/physics133.html a free edit of /poster133.tex
NEW COURSE
High Points of Physics for Beginners
Begins 11am Tuesday January 21, 2003, in Room 228 (Physics)
T,R 11:00-12:15
No prerequisites, undergraduate, 3 credits
taught by Elihu Lubkin, Assoc.Prof., Physics
o amount of motion before energy
o gravity and planets early on: Newton backwards to Kepler
o idea of disorder before temperature
o electricity freed from its clumsy language
o from the warm harmonic oscillator to energy levels
o stars and things in the sky if we have time
My reason for creating this class was to chart my own course through
the logic of physics, following history where that helps out.
Our text (Bookstore) was chosen for its happy early emphasis
on the conservation of momentum (1600's)---books usually and unwisely
toss conservation of energy (1800's) at you first.
Where textbook and I part company, we will use my own brief handouts.
eli@uwm.edu and www.uwm.edu/~eli
There follows some more I left off the poster:
...handouts mostly saved from my experience teaching other elementary courses.
Thus my way of building thermodynamics by starting with the idea that
things tend to get disorderly, while easy and basic, is not to my
knowledge done by anyone else *writing*for*beginners* .
Our scope: mechanics, thermodynamics, electromagnetism, relativity,
and the atomic revolution, is not unusual; perhaps a little on stars
and things in the sky, if we have time. But the way we will
visit those usual things will be unusual where I feel out a better
road to clarity.
Perhaps the most fun is how simple the
story of electricity and magnetism becomes when we map it using Faraday's
language and my units named in the spirit of Faraday's lines and tubes
of force, which draw the parallel
between electricity and magnetism sharply---we will
avoid the three kluges which
poison the usual ``Systeme Internationale (SI)'' of units---so we kick out
volt, ampere, ohm, coulomb, farad, and like futile complexities!
Here is where teaching mostly non-science students
is an advantage, because that sick SI complexity is needed if you are
trying to fit out a lab (or to replace your gas fixtures by electrical
ones), as SI is spoken in the hardware store.

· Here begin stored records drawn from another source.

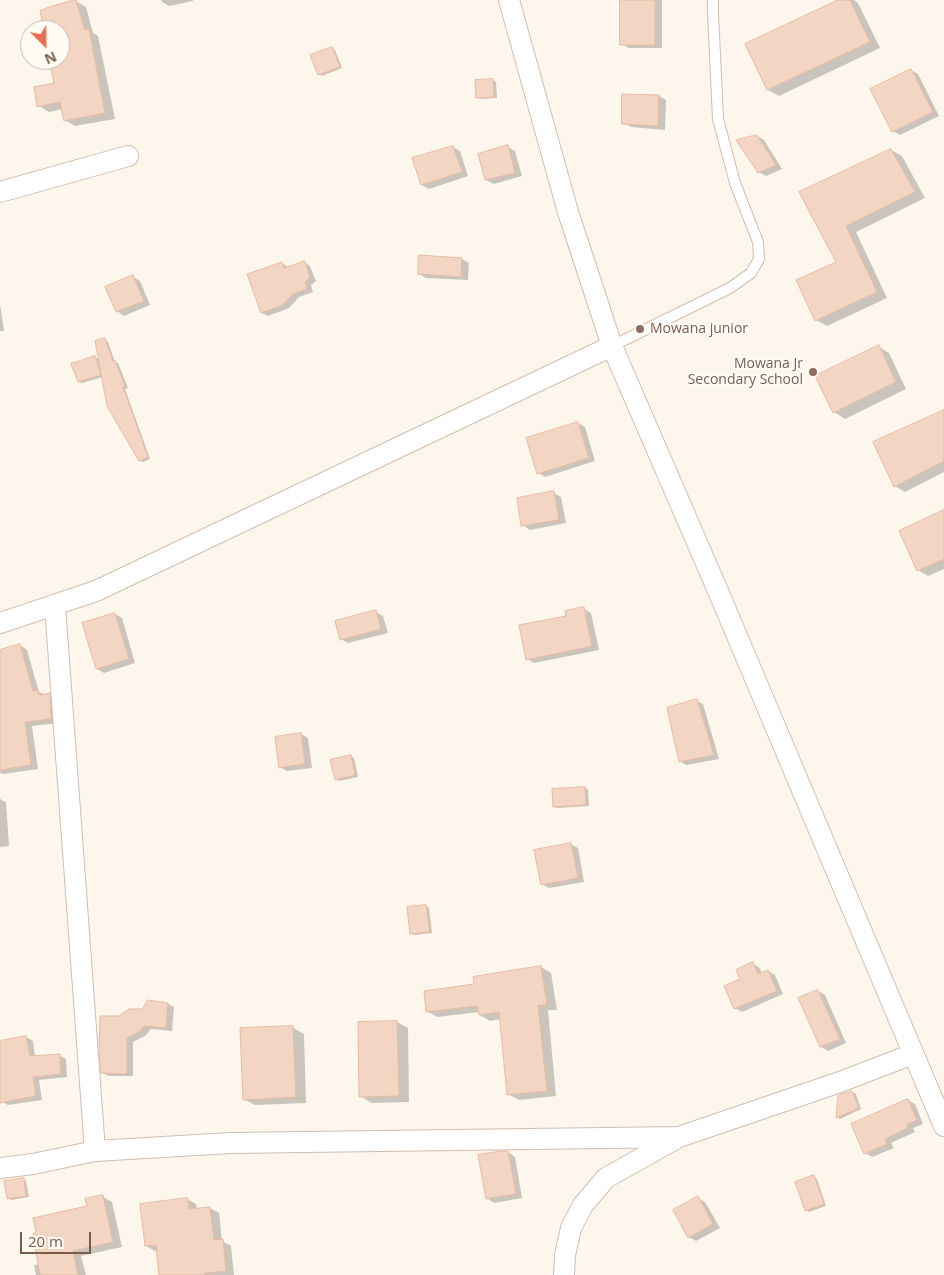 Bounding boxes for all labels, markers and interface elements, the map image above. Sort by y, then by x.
north arrow [20,20,70,70]
text: N [42,47,60,69]
place label: Mowana junior [650,321,748,337]
marker: Mowana junior [634,323,646,335]
place label: Mowana Jr Secondary School [688,356,803,388]
marker: Mowana Jr Secondary School [807,366,819,378]
scale bar [22,1222,94,1254]
text: 20 m [28,1231,63,1251] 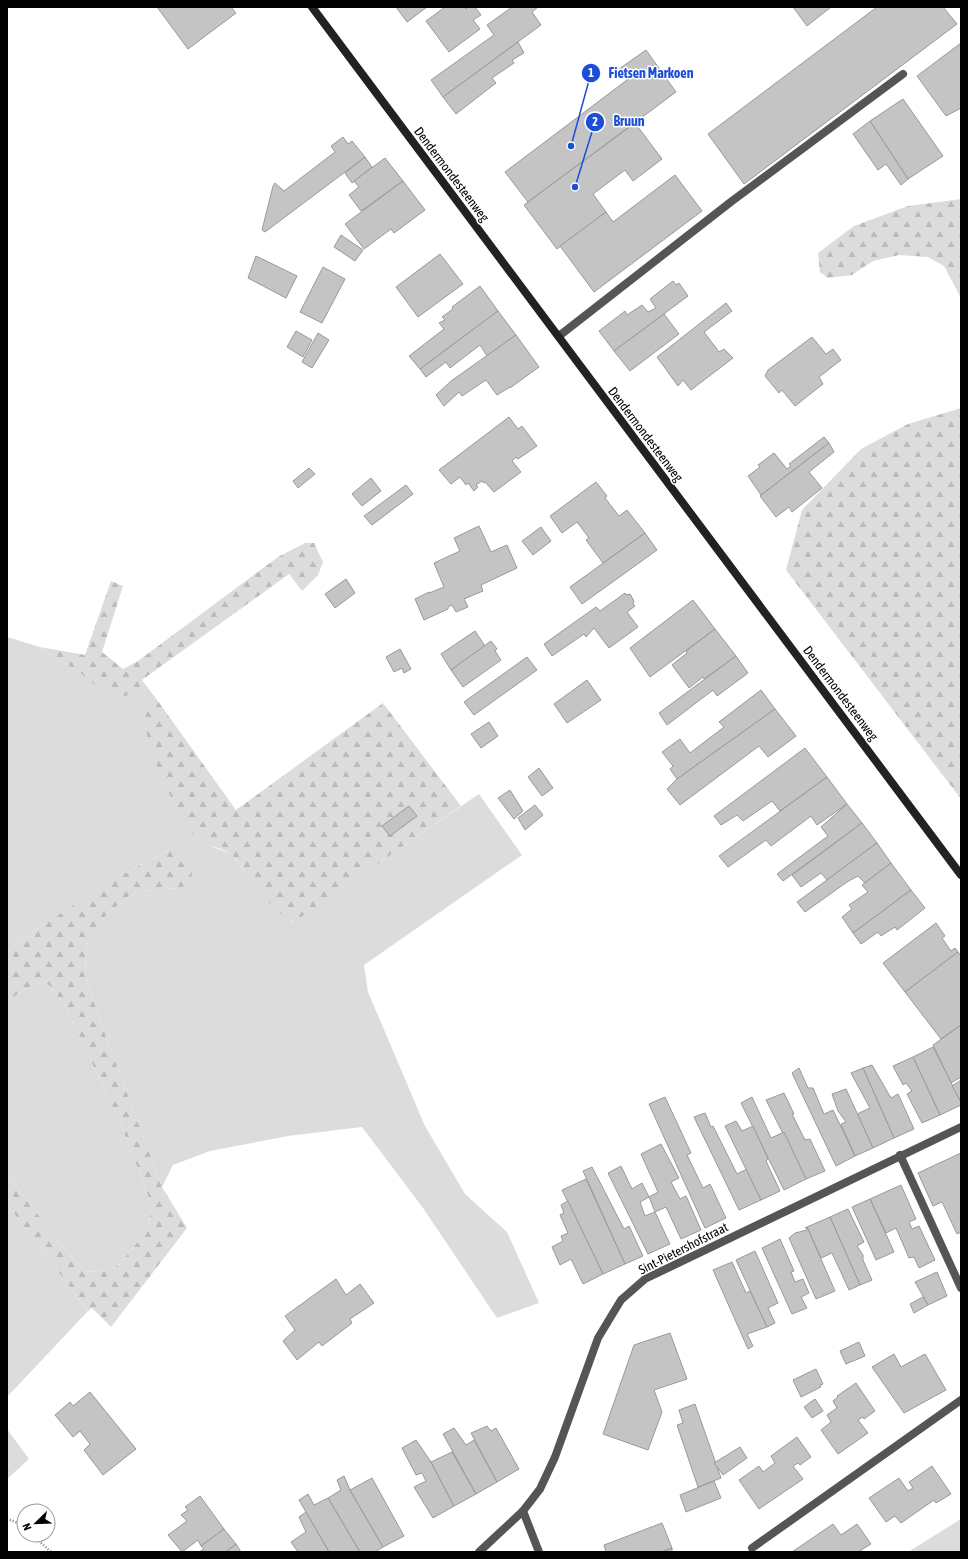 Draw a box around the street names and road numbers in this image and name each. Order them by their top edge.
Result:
street label: Dendermondesteenweg [411,124,492,225]
street label: Dendermondesteenweg [605,384,686,485]
street label: Dendermondesteenweg [800,643,881,744]
street label: Sint-Pietershofstraat [636,1219,731,1277]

Of course I hope some of you will be stimulated to join us in
science---indeed an aim of this course---and who hasn't already met up
with the volt?
So the course is an adventure in science for those
eager for an adventure, along
a road only partly marked out by a text---but rather guided by
lectures and handouts---a road to insights usually saved for
second or even third passes over the territory.
I am particularly fond of my handout on Kepler's ellipses, where
balances of forces and energies are used to build your knowledge of the
ellipse, even if you begin not knowing the ellipse. As in
history, you build ability to handle laws of mechanics on motion of planets.
And my notes build the otherwise vague notion of
temperature from the familiar notion that things are getting more
disorderly all the time: it is surprising how such a seemingly
ordinary platitude gets us right to temperature! The measure
of disorder named entropy by Rudolf Clausius, about 1865, in 1900 counts out
how many energy levels a system has, and now also counts bits of information.
Entropy as hot stuff is measured in calories per degree---which sounds
complicated, no?---yet when tallied in bits sounds both more up in the air
and more down-to-earth friendly.
Why not get it right the first time? My philosophy is that if I
understand it, then I can get it across to those equally stubborn in
sticking to an issue until it becomes theirs.
On 10dec2002 got bookstore to order 30copies of Kirkpatrick and Wheeler,
``PHYSICS: A World View'' but the 4th 2001 edition. Listed
as REQuired. That would be for the phy133 spring 2003. Bookstore
text area opens to students on Jan 13 2003.
ISBN: 0-03-028281-0 pp784 $107.95 retail(Publisher)
I plan to put a copy on reserve at the Library.
Physics 133 : High points of Physics for beginners: Momentum
before energy, entropy before temperature, electricity without volts,
how the warm harmonic oscillator gave us quantum mechanics.
Note: Physics 133 was approved only after the catalogue was printed,
but you can register for it anyhow.
The ``high points'' are where physics changed its mind, so that
focusing them smoothes the road to understanding---it is no rocky road!